What to work on:
Lines that include "border" make up the answer; copy all of them from the data below.

Data extracts:
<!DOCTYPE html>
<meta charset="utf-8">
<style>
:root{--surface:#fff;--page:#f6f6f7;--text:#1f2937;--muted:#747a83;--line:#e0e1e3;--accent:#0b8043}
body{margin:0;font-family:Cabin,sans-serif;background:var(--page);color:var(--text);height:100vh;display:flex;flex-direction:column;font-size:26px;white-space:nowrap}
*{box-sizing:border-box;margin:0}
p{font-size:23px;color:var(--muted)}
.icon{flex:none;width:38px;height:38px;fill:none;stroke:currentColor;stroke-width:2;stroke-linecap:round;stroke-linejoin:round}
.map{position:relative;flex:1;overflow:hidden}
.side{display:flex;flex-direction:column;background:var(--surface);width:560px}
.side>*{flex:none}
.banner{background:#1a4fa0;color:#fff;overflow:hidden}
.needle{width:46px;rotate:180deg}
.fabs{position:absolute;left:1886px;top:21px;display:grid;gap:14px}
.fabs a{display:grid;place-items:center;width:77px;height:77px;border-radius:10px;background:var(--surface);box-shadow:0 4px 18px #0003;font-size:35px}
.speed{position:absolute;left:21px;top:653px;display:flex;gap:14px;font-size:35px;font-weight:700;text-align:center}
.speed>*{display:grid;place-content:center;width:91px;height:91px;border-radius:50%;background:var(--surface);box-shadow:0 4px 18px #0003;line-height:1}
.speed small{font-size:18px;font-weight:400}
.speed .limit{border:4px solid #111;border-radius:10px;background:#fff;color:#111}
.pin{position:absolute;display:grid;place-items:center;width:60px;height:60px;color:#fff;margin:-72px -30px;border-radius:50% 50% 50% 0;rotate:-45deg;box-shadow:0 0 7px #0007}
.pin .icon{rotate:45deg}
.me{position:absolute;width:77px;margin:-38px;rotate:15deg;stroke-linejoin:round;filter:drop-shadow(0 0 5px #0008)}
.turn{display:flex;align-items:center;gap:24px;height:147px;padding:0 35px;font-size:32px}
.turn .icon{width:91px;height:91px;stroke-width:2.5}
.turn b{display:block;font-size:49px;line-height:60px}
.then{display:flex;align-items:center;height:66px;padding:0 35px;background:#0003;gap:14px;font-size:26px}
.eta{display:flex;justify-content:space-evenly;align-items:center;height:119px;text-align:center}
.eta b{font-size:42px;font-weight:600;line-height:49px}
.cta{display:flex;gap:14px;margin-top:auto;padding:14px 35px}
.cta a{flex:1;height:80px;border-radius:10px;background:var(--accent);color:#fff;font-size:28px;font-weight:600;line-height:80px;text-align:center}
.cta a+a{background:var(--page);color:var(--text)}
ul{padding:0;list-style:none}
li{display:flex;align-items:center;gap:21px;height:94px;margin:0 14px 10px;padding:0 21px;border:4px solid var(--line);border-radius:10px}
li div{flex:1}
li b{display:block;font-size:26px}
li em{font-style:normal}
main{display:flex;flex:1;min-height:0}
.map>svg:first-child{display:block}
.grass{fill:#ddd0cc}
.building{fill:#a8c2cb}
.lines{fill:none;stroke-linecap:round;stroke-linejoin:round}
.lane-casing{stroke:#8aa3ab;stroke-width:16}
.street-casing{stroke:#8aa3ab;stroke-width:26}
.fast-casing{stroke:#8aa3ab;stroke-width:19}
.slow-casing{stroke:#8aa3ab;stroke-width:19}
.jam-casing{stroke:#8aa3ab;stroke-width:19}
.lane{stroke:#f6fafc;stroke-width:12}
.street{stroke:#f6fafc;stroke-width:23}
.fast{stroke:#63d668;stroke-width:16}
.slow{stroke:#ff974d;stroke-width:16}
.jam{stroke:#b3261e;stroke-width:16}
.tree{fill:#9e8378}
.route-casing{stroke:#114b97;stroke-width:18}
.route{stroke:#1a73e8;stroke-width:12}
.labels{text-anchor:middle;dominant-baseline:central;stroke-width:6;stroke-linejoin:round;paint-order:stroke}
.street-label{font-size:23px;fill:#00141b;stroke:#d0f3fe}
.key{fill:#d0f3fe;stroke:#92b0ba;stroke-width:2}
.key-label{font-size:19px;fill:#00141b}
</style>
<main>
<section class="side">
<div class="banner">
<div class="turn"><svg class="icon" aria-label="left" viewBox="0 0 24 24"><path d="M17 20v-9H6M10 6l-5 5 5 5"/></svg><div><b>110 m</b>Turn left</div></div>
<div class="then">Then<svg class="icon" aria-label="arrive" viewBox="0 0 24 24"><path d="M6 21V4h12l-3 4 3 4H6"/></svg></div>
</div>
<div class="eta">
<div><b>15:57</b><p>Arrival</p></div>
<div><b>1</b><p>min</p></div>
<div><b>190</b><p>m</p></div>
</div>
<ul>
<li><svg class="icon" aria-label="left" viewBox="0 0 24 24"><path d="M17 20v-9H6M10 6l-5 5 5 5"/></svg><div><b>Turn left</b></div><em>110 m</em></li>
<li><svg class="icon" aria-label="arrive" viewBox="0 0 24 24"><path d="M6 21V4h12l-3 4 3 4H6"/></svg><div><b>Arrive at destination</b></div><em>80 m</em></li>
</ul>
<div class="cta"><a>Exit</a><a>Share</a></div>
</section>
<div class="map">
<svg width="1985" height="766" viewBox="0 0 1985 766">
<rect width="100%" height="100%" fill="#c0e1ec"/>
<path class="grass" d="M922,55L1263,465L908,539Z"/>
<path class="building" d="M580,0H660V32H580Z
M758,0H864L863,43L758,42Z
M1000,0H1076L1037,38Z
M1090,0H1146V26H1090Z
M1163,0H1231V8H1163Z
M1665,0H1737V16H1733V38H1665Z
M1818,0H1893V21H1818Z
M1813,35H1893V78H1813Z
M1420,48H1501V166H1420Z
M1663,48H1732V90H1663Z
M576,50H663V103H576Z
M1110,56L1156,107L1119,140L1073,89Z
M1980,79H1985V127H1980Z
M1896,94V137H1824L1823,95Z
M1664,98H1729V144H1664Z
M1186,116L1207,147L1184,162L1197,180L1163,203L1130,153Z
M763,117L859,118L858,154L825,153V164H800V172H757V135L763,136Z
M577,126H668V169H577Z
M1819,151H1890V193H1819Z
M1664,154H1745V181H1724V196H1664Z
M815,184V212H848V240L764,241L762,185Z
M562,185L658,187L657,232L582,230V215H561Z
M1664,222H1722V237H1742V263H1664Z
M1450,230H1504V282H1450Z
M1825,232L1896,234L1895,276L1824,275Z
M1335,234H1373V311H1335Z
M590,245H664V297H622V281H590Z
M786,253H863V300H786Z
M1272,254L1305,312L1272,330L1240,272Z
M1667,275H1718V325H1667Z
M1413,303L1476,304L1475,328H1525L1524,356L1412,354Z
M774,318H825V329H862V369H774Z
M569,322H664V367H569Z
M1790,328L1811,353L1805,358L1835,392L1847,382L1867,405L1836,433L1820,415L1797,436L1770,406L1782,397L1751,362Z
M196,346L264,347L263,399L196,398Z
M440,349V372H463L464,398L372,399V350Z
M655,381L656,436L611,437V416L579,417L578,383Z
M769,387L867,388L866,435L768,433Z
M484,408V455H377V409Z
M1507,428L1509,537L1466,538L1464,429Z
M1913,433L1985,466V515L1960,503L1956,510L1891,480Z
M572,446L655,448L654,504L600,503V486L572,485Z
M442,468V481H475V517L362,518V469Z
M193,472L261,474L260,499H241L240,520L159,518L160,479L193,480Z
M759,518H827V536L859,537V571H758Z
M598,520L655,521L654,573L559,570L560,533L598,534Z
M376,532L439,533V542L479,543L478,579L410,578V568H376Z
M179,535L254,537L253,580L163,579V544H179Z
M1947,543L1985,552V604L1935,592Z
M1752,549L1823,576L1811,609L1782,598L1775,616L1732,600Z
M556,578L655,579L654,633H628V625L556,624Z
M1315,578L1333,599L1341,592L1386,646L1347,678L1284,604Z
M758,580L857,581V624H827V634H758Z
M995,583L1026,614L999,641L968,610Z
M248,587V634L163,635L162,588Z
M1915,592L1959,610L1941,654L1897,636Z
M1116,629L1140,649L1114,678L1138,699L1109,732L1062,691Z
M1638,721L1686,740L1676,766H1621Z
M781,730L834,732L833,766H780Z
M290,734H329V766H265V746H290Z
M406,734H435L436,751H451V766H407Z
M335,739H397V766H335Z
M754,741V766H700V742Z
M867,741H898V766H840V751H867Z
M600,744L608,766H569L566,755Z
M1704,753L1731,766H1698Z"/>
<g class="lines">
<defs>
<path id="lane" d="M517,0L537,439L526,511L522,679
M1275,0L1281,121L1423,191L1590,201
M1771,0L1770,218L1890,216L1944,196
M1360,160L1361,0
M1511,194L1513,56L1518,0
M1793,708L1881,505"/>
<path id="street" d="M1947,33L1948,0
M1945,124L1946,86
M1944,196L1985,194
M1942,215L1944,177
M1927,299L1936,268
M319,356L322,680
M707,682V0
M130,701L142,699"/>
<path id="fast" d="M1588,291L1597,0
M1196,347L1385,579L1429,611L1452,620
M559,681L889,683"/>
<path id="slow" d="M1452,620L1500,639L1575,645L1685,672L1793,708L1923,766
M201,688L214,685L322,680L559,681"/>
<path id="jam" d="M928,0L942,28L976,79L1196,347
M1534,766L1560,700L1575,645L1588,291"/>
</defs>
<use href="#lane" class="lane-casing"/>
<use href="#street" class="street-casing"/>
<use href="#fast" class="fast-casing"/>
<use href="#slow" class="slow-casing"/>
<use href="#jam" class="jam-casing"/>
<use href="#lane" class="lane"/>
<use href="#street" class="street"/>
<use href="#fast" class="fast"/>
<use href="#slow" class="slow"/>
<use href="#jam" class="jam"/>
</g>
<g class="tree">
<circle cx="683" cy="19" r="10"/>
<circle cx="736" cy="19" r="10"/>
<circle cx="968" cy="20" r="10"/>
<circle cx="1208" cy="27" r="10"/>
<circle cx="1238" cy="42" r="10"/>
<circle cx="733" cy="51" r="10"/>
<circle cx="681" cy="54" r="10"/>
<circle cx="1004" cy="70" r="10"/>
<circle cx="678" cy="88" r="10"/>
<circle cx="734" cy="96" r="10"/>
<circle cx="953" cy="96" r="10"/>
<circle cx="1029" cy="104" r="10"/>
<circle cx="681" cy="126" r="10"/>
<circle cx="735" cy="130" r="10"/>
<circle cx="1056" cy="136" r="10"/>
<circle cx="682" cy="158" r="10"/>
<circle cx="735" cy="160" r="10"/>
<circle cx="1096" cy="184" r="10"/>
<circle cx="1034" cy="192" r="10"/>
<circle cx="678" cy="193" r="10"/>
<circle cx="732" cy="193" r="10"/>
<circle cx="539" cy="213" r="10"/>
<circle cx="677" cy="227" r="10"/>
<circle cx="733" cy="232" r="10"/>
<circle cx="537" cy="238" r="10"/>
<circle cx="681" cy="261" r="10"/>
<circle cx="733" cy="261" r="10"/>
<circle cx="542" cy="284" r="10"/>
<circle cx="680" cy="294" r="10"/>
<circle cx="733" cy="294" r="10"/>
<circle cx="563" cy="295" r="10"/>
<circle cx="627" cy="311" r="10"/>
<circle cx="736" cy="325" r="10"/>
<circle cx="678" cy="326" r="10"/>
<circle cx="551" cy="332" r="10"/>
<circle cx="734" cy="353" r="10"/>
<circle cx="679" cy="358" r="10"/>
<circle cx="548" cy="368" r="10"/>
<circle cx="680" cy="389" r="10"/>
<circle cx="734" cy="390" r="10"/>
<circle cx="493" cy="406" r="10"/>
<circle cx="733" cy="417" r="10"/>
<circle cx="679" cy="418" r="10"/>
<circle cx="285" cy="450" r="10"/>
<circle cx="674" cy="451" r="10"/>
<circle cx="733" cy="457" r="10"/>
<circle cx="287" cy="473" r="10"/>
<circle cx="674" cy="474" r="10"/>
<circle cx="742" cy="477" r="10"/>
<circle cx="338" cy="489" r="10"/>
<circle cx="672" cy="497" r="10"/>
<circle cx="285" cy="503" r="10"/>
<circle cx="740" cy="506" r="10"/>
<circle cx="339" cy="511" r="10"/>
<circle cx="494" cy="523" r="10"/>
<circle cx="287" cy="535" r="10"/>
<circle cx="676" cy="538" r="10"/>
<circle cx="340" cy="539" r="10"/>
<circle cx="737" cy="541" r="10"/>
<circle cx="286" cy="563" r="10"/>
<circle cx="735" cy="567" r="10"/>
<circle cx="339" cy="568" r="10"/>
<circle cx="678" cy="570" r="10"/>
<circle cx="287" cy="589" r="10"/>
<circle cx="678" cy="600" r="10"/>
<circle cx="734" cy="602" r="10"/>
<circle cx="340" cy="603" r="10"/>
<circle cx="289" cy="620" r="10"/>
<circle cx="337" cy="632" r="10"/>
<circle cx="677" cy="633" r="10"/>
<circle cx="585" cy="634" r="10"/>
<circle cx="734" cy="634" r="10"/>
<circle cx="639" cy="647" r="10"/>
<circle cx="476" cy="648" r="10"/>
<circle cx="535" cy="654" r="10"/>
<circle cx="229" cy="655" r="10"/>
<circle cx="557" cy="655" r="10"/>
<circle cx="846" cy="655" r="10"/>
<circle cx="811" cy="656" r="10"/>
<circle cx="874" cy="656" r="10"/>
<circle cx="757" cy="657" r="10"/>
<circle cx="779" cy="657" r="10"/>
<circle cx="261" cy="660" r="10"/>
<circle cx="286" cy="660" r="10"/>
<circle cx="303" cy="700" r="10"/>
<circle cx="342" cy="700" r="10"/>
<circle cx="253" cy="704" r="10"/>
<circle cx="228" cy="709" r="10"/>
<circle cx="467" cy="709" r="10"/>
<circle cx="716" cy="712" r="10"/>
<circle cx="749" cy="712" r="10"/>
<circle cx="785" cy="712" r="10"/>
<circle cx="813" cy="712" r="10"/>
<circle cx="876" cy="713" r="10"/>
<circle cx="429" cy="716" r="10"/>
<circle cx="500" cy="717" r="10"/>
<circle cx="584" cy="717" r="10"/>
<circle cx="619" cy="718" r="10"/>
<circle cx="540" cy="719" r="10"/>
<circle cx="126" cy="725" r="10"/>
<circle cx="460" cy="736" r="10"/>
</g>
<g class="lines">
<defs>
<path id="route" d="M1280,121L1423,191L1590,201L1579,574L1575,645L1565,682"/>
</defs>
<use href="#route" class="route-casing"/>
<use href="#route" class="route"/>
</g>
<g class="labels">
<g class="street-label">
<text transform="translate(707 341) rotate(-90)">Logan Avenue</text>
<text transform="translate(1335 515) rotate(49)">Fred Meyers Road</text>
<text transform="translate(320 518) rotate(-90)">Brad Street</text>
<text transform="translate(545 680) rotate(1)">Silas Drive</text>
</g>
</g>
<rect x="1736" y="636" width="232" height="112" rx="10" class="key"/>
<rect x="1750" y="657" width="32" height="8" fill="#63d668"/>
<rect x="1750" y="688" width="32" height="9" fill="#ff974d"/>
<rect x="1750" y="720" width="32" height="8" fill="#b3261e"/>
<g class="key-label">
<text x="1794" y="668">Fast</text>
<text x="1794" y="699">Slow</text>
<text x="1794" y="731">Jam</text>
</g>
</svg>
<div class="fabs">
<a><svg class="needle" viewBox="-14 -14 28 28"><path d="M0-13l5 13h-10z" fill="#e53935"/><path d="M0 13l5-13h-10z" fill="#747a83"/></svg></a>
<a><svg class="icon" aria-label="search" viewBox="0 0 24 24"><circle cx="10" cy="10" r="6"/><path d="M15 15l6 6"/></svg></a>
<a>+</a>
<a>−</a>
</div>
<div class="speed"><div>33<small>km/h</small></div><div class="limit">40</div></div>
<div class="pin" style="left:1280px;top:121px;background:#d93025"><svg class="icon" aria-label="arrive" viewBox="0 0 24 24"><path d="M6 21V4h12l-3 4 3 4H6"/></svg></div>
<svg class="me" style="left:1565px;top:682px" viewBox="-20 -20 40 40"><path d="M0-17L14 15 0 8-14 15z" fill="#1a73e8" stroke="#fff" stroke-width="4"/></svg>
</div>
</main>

Solution to this task:
*{box-sizing:border-box;margin:0}
.fabs a{display:grid;place-items:center;width:77px;height:77px;border-radius:10px;background:var(--surface);box-shadow:0 4px 18px #0003;font-size:35px}
.speed>*{display:grid;place-content:center;width:91px;height:91px;border-radius:50%;background:var(--surface);box-shadow:0 4px 18px #0003;line-height:1}
.speed .limit{border:4px solid #111;border-radius:10px;background:#fff;color:#111}
.pin{position:absolute;display:grid;place-items:center;width:60px;height:60px;color:#fff;margin:-72px -30px;border-radius:50% 50% 50% 0;rotate:-45deg;box-shadow:0 0 7px #0007}
.cta a{flex:1;height:80px;border-radius:10px;background:var(--accent);color:#fff;font-size:28px;font-weight:600;line-height:80px;text-align:center}
li{display:flex;align-items:center;gap:21px;height:94px;margin:0 14px 10px;padding:0 21px;border:4px solid var(--line);border-radius:10px}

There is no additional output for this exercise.